**What you need to do:** What you return must match the material exactly, with every line present.

**Supplied material:**
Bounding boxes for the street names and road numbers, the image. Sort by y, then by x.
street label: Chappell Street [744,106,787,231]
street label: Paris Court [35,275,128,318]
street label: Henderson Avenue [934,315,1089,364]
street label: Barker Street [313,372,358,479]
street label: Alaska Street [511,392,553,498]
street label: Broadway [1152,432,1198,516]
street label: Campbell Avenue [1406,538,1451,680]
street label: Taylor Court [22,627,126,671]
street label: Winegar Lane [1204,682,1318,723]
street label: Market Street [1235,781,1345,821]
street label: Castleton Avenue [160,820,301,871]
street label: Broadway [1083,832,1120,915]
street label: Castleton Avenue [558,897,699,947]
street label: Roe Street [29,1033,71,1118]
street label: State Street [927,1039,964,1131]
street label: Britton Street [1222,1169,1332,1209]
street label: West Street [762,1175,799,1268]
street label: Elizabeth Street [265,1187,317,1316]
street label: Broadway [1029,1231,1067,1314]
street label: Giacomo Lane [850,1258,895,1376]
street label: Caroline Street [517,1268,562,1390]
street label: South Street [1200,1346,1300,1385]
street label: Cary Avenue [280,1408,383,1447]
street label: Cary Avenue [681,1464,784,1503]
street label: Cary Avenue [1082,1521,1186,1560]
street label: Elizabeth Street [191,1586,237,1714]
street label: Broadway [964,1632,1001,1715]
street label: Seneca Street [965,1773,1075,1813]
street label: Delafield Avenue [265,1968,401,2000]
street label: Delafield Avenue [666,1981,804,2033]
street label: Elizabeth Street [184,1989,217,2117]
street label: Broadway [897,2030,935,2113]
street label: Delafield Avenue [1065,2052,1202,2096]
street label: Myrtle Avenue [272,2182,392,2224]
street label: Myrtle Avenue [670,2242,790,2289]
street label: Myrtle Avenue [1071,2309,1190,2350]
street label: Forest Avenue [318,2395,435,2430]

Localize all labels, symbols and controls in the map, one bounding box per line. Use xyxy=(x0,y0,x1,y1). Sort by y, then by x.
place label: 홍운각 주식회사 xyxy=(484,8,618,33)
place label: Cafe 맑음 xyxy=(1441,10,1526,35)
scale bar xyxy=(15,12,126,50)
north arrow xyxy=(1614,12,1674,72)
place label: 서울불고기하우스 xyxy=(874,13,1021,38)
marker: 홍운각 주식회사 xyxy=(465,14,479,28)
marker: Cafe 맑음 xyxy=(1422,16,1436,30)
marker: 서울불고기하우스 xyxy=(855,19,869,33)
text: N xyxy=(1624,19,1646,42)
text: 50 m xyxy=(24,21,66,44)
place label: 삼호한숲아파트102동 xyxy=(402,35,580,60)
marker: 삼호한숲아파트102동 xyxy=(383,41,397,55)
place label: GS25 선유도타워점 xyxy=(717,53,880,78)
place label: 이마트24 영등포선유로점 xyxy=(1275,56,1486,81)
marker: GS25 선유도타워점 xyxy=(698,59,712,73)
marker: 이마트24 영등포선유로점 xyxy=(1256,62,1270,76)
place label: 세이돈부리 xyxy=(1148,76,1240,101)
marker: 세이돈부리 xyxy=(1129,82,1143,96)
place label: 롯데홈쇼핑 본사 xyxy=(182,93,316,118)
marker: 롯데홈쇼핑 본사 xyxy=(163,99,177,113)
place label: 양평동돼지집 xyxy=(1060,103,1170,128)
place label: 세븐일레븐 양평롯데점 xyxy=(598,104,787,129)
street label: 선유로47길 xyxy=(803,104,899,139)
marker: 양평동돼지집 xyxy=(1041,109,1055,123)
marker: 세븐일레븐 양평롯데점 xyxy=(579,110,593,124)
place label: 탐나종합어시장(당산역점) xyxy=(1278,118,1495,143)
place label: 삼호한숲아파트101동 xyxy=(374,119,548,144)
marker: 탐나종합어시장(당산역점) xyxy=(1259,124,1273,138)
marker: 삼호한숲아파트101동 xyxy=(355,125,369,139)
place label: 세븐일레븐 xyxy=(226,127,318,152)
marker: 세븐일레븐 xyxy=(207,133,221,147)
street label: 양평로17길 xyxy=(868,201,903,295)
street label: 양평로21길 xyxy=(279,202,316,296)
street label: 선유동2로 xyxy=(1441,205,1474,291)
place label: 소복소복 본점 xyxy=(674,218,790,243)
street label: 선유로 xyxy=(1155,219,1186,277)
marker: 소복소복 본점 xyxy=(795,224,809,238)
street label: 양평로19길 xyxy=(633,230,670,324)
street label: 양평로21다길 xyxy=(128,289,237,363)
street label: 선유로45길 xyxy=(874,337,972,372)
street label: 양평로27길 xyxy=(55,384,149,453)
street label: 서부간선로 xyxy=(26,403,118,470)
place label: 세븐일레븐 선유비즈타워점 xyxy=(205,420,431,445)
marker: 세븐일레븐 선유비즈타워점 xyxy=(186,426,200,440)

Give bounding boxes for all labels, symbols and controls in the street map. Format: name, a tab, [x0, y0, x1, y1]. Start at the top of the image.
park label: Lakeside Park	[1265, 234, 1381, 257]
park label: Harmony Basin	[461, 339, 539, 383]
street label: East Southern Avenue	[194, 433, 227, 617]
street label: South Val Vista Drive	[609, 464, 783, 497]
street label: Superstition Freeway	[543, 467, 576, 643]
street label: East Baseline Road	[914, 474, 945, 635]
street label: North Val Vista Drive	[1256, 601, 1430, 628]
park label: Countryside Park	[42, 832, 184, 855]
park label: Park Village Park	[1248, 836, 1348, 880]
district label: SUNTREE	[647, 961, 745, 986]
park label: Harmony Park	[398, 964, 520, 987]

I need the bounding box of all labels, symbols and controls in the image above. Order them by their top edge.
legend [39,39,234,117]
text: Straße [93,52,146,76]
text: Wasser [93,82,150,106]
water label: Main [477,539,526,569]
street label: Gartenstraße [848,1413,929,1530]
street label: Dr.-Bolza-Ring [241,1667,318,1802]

**Response box:**
Bounding boxes for the street names and road numbers, the image. Sort by y, then by x.
street label: Chappell Street [744,106,787,231]
street label: Paris Court [35,275,128,318]
street label: Henderson Avenue [934,315,1089,364]
street label: Barker Street [313,372,358,479]
street label: Alaska Street [511,392,553,498]
street label: Broadway [1152,432,1198,516]
street label: Campbell Avenue [1406,538,1451,680]
street label: Taylor Court [22,627,126,671]
street label: Winegar Lane [1204,682,1318,723]
street label: Market Street [1235,781,1345,821]
street label: Castleton Avenue [160,820,301,871]
street label: Broadway [1083,832,1120,915]
street label: Castleton Avenue [558,897,699,947]
street label: Roe Street [29,1033,71,1118]
street label: State Street [927,1039,964,1131]
street label: Britton Street [1222,1169,1332,1209]
street label: West Street [762,1175,799,1268]
street label: Elizabeth Street [265,1187,317,1316]
street label: Broadway [1029,1231,1067,1314]
street label: Giacomo Lane [850,1258,895,1376]
street label: Caroline Street [517,1268,562,1390]
street label: South Street [1200,1346,1300,1385]
street label: Cary Avenue [280,1408,383,1447]
street label: Cary Avenue [681,1464,784,1503]
street label: Cary Avenue [1082,1521,1186,1560]
street label: Elizabeth Street [191,1586,237,1714]
street label: Broadway [964,1632,1001,1715]
street label: Seneca Street [965,1773,1075,1813]
street label: Delafield Avenue [265,1968,401,2000]
street label: Delafield Avenue [666,1981,804,2033]
street label: Elizabeth Street [184,1989,217,2117]
street label: Broadway [897,2030,935,2113]
street label: Delafield Avenue [1065,2052,1202,2096]
street label: Myrtle Avenue [272,2182,392,2224]
street label: Myrtle Avenue [670,2242,790,2289]
street label: Myrtle Avenue [1071,2309,1190,2350]
street label: Forest Avenue [318,2395,435,2430]

Localize all labels, symbols and controls in the map, one bounding box per line. Use xyxy=(x0,y0,x1,y1). Sort by y, then by x.
place label: 홍운각 주식회사 xyxy=(484,8,618,33)
place label: Cafe 맑음 xyxy=(1441,10,1526,35)
scale bar xyxy=(15,12,126,50)
north arrow xyxy=(1614,12,1674,72)
place label: 서울불고기하우스 xyxy=(874,13,1021,38)
marker: 홍운각 주식회사 xyxy=(465,14,479,28)
marker: Cafe 맑음 xyxy=(1422,16,1436,30)
marker: 서울불고기하우스 xyxy=(855,19,869,33)
text: N xyxy=(1624,19,1646,42)
text: 50 m xyxy=(24,21,66,44)
place label: 삼호한숲아파트102동 xyxy=(402,35,580,60)
marker: 삼호한숲아파트102동 xyxy=(383,41,397,55)
place label: GS25 선유도타워점 xyxy=(717,53,880,78)
place label: 이마트24 영등포선유로점 xyxy=(1275,56,1486,81)
marker: GS25 선유도타워점 xyxy=(698,59,712,73)
marker: 이마트24 영등포선유로점 xyxy=(1256,62,1270,76)
place label: 세이돈부리 xyxy=(1148,76,1240,101)
marker: 세이돈부리 xyxy=(1129,82,1143,96)
place label: 롯데홈쇼핑 본사 xyxy=(182,93,316,118)
marker: 롯데홈쇼핑 본사 xyxy=(163,99,177,113)
place label: 양평동돼지집 xyxy=(1060,103,1170,128)
place label: 세븐일레븐 양평롯데점 xyxy=(598,104,787,129)
street label: 선유로47길 xyxy=(803,104,899,139)
marker: 양평동돼지집 xyxy=(1041,109,1055,123)
marker: 세븐일레븐 양평롯데점 xyxy=(579,110,593,124)
place label: 탐나종합어시장(당산역점) xyxy=(1278,118,1495,143)
place label: 삼호한숲아파트101동 xyxy=(374,119,548,144)
marker: 탐나종합어시장(당산역점) xyxy=(1259,124,1273,138)
marker: 삼호한숲아파트101동 xyxy=(355,125,369,139)
place label: 세븐일레븐 xyxy=(226,127,318,152)
marker: 세븐일레븐 xyxy=(207,133,221,147)
street label: 양평로17길 xyxy=(868,201,903,295)
street label: 양평로21길 xyxy=(279,202,316,296)
street label: 선유동2로 xyxy=(1441,205,1474,291)
place label: 소복소복 본점 xyxy=(674,218,790,243)
street label: 선유로 xyxy=(1155,219,1186,277)
marker: 소복소복 본점 xyxy=(795,224,809,238)
street label: 양평로19길 xyxy=(633,230,670,324)
street label: 양평로21다길 xyxy=(128,289,237,363)
street label: 선유로45길 xyxy=(874,337,972,372)
street label: 양평로27길 xyxy=(55,384,149,453)
street label: 서부간선로 xyxy=(26,403,118,470)
place label: 세븐일레븐 선유비즈타워점 xyxy=(205,420,431,445)
marker: 세븐일레븐 선유비즈타워점 xyxy=(186,426,200,440)

Give bounding boxes for all labels, symbols and controls in the street map. Format: name, a tab, [x0, y0, x1, y1]. Start at the top of the image.
park label: Lakeside Park	[1265, 234, 1381, 257]
park label: Harmony Basin	[461, 339, 539, 383]
street label: East Southern Avenue	[194, 433, 227, 617]
street label: South Val Vista Drive	[609, 464, 783, 497]
street label: Superstition Freeway	[543, 467, 576, 643]
street label: East Baseline Road	[914, 474, 945, 635]
street label: North Val Vista Drive	[1256, 601, 1430, 628]
park label: Countryside Park	[42, 832, 184, 855]
park label: Park Village Park	[1248, 836, 1348, 880]
district label: SUNTREE	[647, 961, 745, 986]
park label: Harmony Park	[398, 964, 520, 987]

I need the bounding box of all labels, symbols and controls in the image above. Order them by their top edge.
legend [39,39,234,117]
text: Straße [93,52,146,76]
text: Wasser [93,82,150,106]
water label: Main [477,539,526,569]
street label: Gartenstraße [848,1413,929,1530]
street label: Dr.-Bolza-Ring [241,1667,318,1802]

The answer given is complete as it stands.